## WHAT IS EXPECTED:
The following data needs to be repeated exactly, with all images excluded.

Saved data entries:
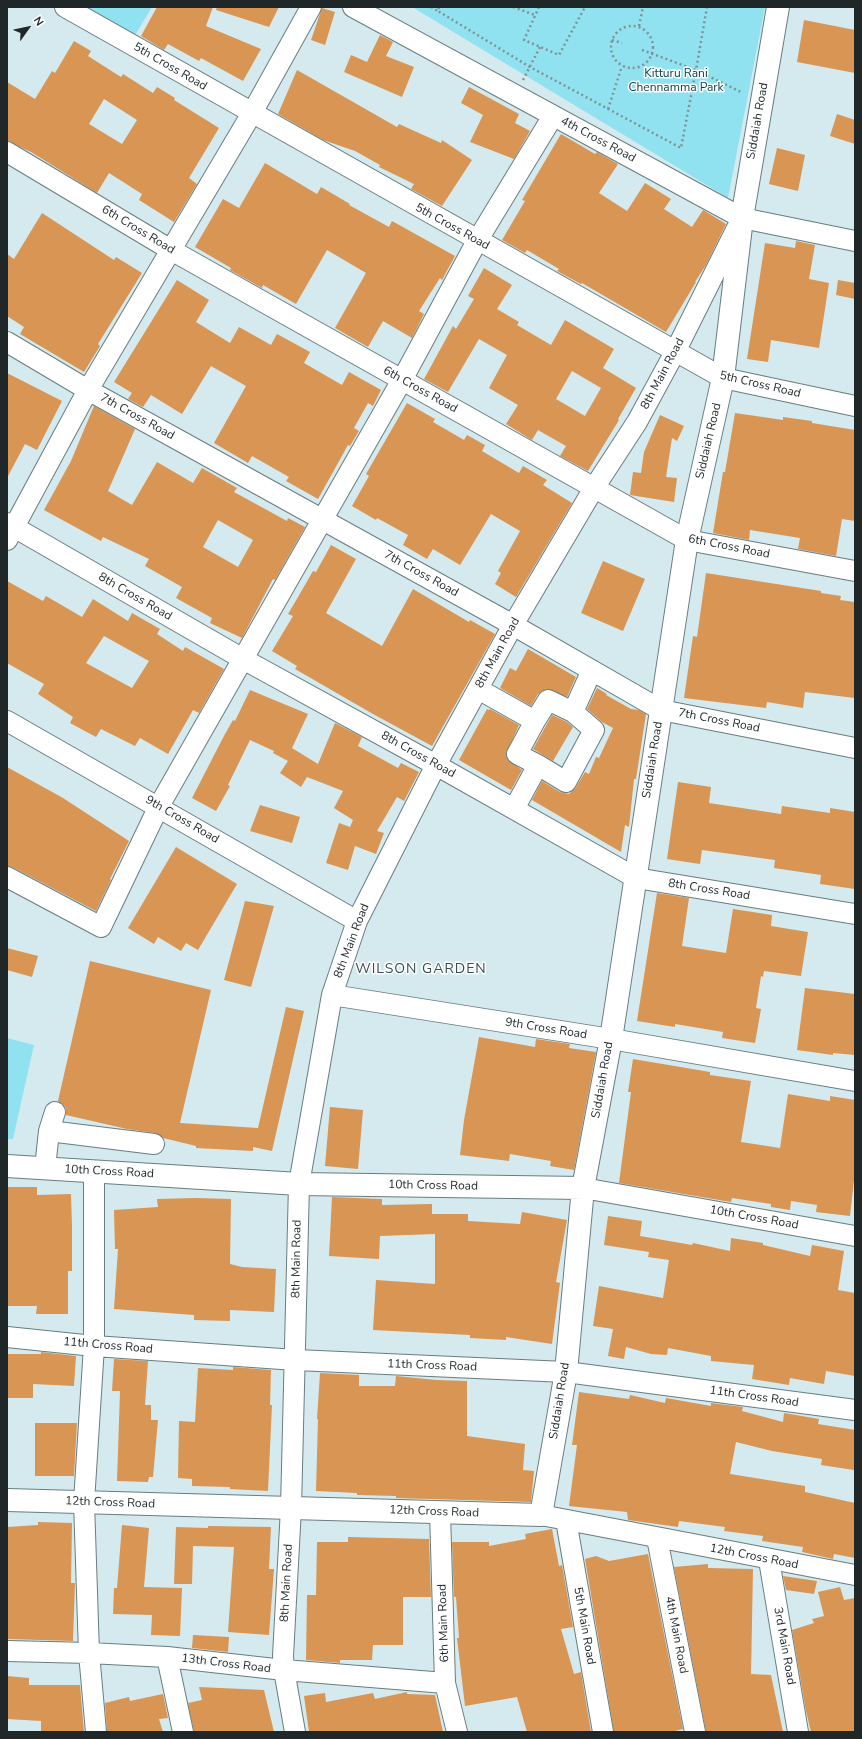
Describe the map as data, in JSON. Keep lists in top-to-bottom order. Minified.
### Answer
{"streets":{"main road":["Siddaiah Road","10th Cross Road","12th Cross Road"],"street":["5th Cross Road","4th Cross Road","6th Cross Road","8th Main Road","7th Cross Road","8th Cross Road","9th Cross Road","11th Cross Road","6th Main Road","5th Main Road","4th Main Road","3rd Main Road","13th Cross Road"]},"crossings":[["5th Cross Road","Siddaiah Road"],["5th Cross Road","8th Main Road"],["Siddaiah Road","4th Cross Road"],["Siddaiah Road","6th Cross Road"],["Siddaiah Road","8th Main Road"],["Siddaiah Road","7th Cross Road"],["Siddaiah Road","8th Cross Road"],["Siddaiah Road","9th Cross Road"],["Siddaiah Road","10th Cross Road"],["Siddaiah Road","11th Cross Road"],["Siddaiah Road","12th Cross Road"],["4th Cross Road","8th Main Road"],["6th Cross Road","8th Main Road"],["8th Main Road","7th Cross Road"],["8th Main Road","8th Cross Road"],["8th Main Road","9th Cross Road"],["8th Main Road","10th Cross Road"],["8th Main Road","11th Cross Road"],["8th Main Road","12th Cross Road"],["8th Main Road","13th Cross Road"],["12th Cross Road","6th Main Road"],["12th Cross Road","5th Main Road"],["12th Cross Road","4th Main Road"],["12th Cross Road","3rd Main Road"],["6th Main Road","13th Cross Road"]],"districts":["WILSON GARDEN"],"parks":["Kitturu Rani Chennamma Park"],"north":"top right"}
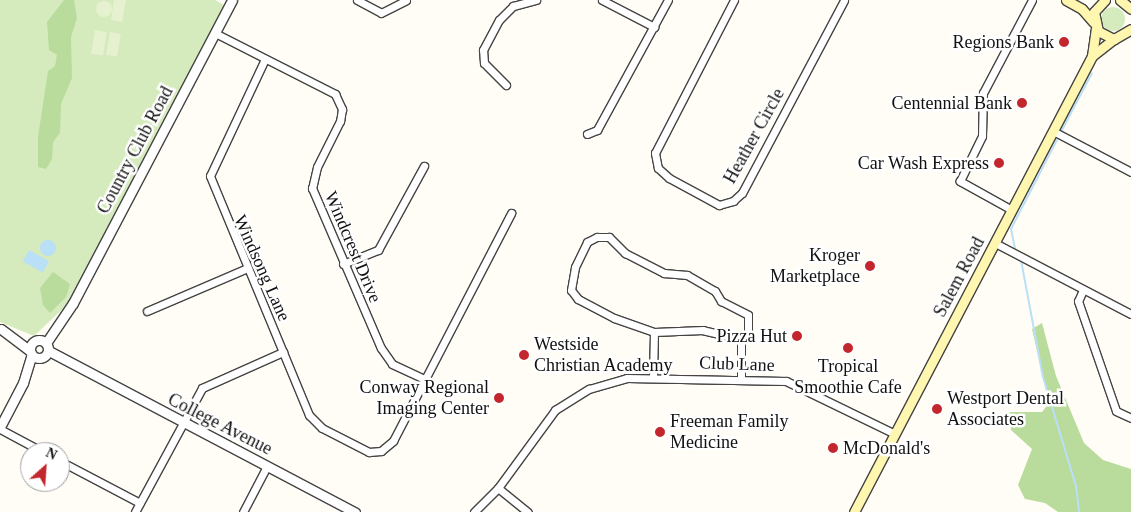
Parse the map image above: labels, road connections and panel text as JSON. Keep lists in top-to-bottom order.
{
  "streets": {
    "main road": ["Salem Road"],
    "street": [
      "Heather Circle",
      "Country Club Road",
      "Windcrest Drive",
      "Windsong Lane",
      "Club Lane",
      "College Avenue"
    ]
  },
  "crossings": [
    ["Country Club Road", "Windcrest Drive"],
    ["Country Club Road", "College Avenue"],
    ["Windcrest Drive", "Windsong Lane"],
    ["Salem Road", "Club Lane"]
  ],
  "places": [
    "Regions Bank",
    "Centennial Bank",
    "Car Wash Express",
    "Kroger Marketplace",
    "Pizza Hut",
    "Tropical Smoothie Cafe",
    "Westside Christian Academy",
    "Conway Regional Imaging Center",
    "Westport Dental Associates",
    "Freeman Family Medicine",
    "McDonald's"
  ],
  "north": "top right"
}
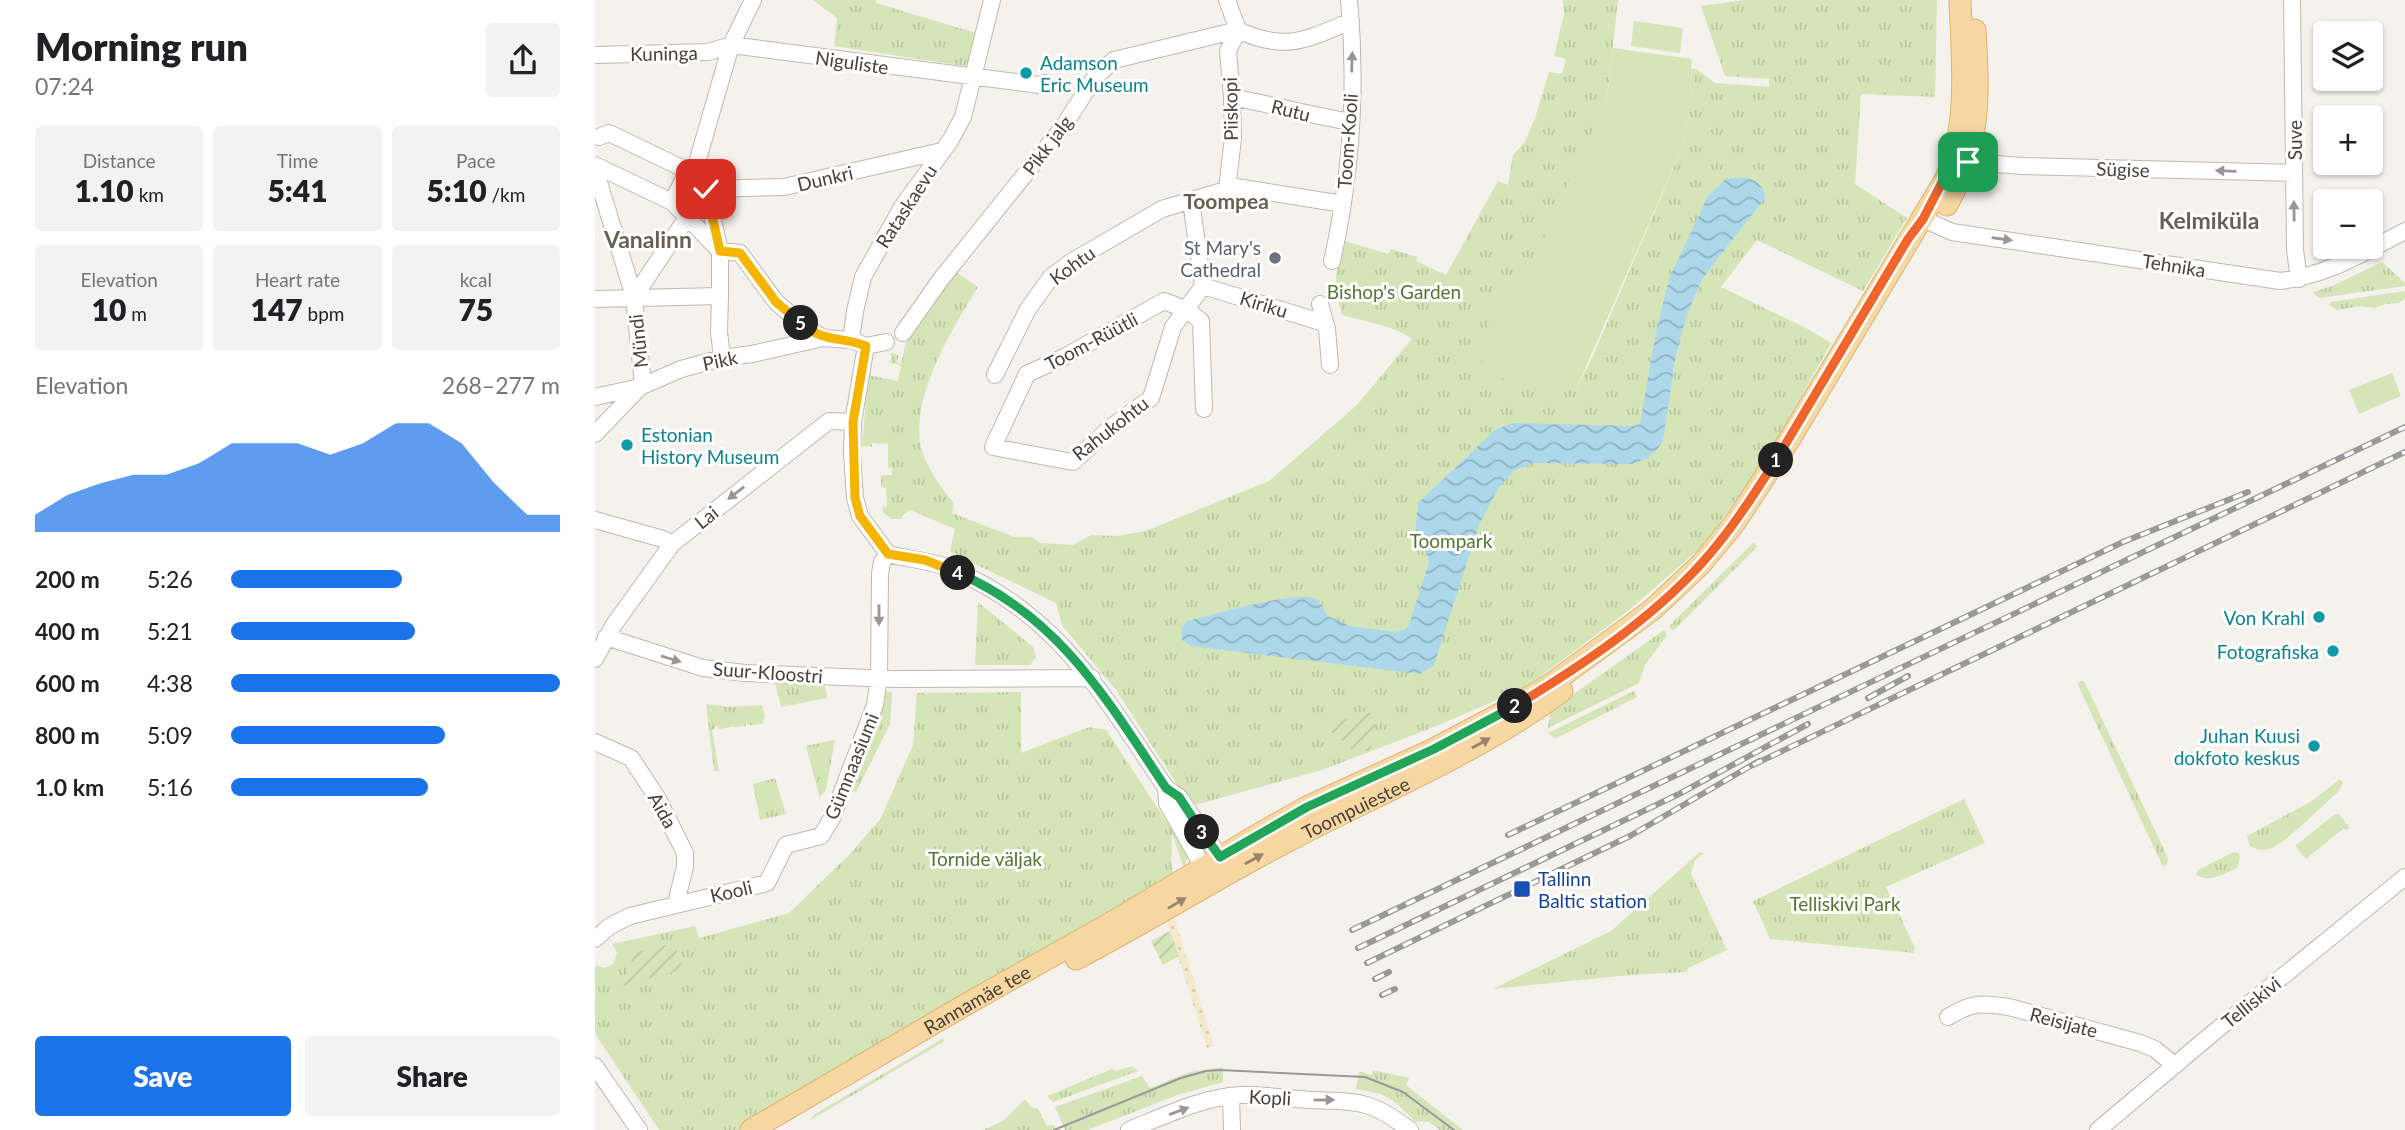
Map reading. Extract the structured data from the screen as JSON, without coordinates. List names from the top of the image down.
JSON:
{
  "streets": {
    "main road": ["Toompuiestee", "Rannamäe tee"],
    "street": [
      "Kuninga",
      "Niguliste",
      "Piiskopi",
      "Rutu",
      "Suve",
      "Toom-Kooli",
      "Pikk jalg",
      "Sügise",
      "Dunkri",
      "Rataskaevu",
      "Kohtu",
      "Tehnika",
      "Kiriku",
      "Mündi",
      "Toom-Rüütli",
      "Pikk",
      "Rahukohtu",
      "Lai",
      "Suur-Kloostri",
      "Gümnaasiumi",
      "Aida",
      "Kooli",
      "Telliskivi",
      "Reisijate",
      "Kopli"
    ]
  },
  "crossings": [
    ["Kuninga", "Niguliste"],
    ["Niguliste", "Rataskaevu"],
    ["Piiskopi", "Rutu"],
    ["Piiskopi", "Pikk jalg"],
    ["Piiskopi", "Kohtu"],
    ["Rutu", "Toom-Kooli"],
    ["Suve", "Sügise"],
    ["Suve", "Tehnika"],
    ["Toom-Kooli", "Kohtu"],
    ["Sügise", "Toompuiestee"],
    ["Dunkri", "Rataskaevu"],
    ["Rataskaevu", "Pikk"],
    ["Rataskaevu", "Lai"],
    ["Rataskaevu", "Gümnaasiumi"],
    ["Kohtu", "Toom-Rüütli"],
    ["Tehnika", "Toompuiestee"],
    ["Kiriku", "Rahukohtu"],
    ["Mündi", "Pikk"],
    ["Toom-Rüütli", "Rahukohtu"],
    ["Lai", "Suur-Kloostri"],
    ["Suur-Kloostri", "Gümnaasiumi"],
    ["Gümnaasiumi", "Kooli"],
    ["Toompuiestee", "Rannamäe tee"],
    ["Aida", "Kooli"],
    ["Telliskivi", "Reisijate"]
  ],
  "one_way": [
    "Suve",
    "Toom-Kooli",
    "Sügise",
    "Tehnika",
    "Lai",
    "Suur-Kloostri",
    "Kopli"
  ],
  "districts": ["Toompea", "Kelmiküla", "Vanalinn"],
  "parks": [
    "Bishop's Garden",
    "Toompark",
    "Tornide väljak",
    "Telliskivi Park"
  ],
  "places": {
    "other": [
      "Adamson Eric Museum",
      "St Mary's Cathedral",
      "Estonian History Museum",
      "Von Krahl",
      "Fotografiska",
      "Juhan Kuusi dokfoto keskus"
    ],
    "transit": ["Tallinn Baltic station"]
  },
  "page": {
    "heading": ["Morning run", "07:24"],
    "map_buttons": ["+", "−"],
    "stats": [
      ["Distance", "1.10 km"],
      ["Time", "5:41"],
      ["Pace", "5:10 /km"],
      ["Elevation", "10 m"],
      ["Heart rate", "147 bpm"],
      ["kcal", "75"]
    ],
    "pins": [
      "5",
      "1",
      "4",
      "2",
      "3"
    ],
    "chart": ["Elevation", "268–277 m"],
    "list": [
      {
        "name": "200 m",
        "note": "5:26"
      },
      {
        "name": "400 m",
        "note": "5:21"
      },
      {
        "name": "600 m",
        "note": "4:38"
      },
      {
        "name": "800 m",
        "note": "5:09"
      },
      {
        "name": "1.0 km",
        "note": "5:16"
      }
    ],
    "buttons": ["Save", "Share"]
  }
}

## RESPONSE AREA:
Describe the map as data, in JSON. Keep lists in top-to-bottom order. Minified.
### Answer
{"streets":{"main road":["Siddaiah Road","10th Cross Road","12th Cross Road"],"street":["5th Cross Road","4th Cross Road","6th Cross Road","8th Main Road","7th Cross Road","8th Cross Road","9th Cross Road","11th Cross Road","6th Main Road","5th Main Road","4th Main Road","3rd Main Road","13th Cross Road"]},"crossings":[["5th Cross Road","Siddaiah Road"],["5th Cross Road","8th Main Road"],["Siddaiah Road","4th Cross Road"],["Siddaiah Road","6th Cross Road"],["Siddaiah Road","8th Main Road"],["Siddaiah Road","7th Cross Road"],["Siddaiah Road","8th Cross Road"],["Siddaiah Road","9th Cross Road"],["Siddaiah Road","10th Cross Road"],["Siddaiah Road","11th Cross Road"],["Siddaiah Road","12th Cross Road"],["4th Cross Road","8th Main Road"],["6th Cross Road","8th Main Road"],["8th Main Road","7th Cross Road"],["8th Main Road","8th Cross Road"],["8th Main Road","9th Cross Road"],["8th Main Road","10th Cross Road"],["8th Main Road","11th Cross Road"],["8th Main Road","12th Cross Road"],["8th Main Road","13th Cross Road"],["12th Cross Road","6th Main Road"],["12th Cross Road","5th Main Road"],["12th Cross Road","4th Main Road"],["12th Cross Road","3rd Main Road"],["6th Main Road","13th Cross Road"]],"districts":["WILSON GARDEN"],"parks":["Kitturu Rani Chennamma Park"],"north":"top right"}
Parse the map image above: labels, road connections and panel text as JSON. Keep lists in top-to-bottom order.
{
  "streets": {
    "main road": ["Salem Road"],
    "street": [
      "Heather Circle",
      "Country Club Road",
      "Windcrest Drive",
      "Windsong Lane",
      "Club Lane",
      "College Avenue"
    ]
  },
  "crossings": [
    ["Country Club Road", "Windcrest Drive"],
    ["Country Club Road", "College Avenue"],
    ["Windcrest Drive", "Windsong Lane"],
    ["Salem Road", "Club Lane"]
  ],
  "places": [
    "Regions Bank",
    "Centennial Bank",
    "Car Wash Express",
    "Kroger Marketplace",
    "Pizza Hut",
    "Tropical Smoothie Cafe",
    "Westside Christian Academy",
    "Conway Regional Imaging Center",
    "Westport Dental Associates",
    "Freeman Family Medicine",
    "McDonald's"
  ],
  "north": "top right"
}
Map reading. Extract the structured data from the screen as JSON, without coordinates. List names from the top of the image down.
JSON:
{
  "streets": {
    "main road": ["Toompuiestee", "Rannamäe tee"],
    "street": [
      "Kuninga",
      "Niguliste",
      "Piiskopi",
      "Rutu",
      "Suve",
      "Toom-Kooli",
      "Pikk jalg",
      "Sügise",
      "Dunkri",
      "Rataskaevu",
      "Kohtu",
      "Tehnika",
      "Kiriku",
      "Mündi",
      "Toom-Rüütli",
      "Pikk",
      "Rahukohtu",
      "Lai",
      "Suur-Kloostri",
      "Gümnaasiumi",
      "Aida",
      "Kooli",
      "Telliskivi",
      "Reisijate",
      "Kopli"
    ]
  },
  "crossings": [
    ["Kuninga", "Niguliste"],
    ["Niguliste", "Rataskaevu"],
    ["Piiskopi", "Rutu"],
    ["Piiskopi", "Pikk jalg"],
    ["Piiskopi", "Kohtu"],
    ["Rutu", "Toom-Kooli"],
    ["Suve", "Sügise"],
    ["Suve", "Tehnika"],
    ["Toom-Kooli", "Kohtu"],
    ["Sügise", "Toompuiestee"],
    ["Dunkri", "Rataskaevu"],
    ["Rataskaevu", "Pikk"],
    ["Rataskaevu", "Lai"],
    ["Rataskaevu", "Gümnaasiumi"],
    ["Kohtu", "Toom-Rüütli"],
    ["Tehnika", "Toompuiestee"],
    ["Kiriku", "Rahukohtu"],
    ["Mündi", "Pikk"],
    ["Toom-Rüütli", "Rahukohtu"],
    ["Lai", "Suur-Kloostri"],
    ["Suur-Kloostri", "Gümnaasiumi"],
    ["Gümnaasiumi", "Kooli"],
    ["Toompuiestee", "Rannamäe tee"],
    ["Aida", "Kooli"],
    ["Telliskivi", "Reisijate"]
  ],
  "one_way": [
    "Suve",
    "Toom-Kooli",
    "Sügise",
    "Tehnika",
    "Lai",
    "Suur-Kloostri",
    "Kopli"
  ],
  "districts": ["Toompea", "Kelmiküla", "Vanalinn"],
  "parks": [
    "Bishop's Garden",
    "Toompark",
    "Tornide väljak",
    "Telliskivi Park"
  ],
  "places": {
    "other": [
      "Adamson Eric Museum",
      "St Mary's Cathedral",
      "Estonian History Museum",
      "Von Krahl",
      "Fotografiska",
      "Juhan Kuusi dokfoto keskus"
    ],
    "transit": ["Tallinn Baltic station"]
  },
  "page": {
    "heading": ["Morning run", "07:24"],
    "map_buttons": ["+", "−"],
    "stats": [
      ["Distance", "1.10 km"],
      ["Time", "5:41"],
      ["Pace", "5:10 /km"],
      ["Elevation", "10 m"],
      ["Heart rate", "147 bpm"],
      ["kcal", "75"]
    ],
    "pins": [
      "5",
      "1",
      "4",
      "2",
      "3"
    ],
    "chart": ["Elevation", "268–277 m"],
    "list": [
      {
        "name": "200 m",
        "note": "5:26"
      },
      {
        "name": "400 m",
        "note": "5:21"
      },
      {
        "name": "600 m",
        "note": "4:38"
      },
      {
        "name": "800 m",
        "note": "5:09"
      },
      {
        "name": "1.0 km",
        "note": "5:16"
      }
    ],
    "buttons": ["Save", "Share"]
  }
}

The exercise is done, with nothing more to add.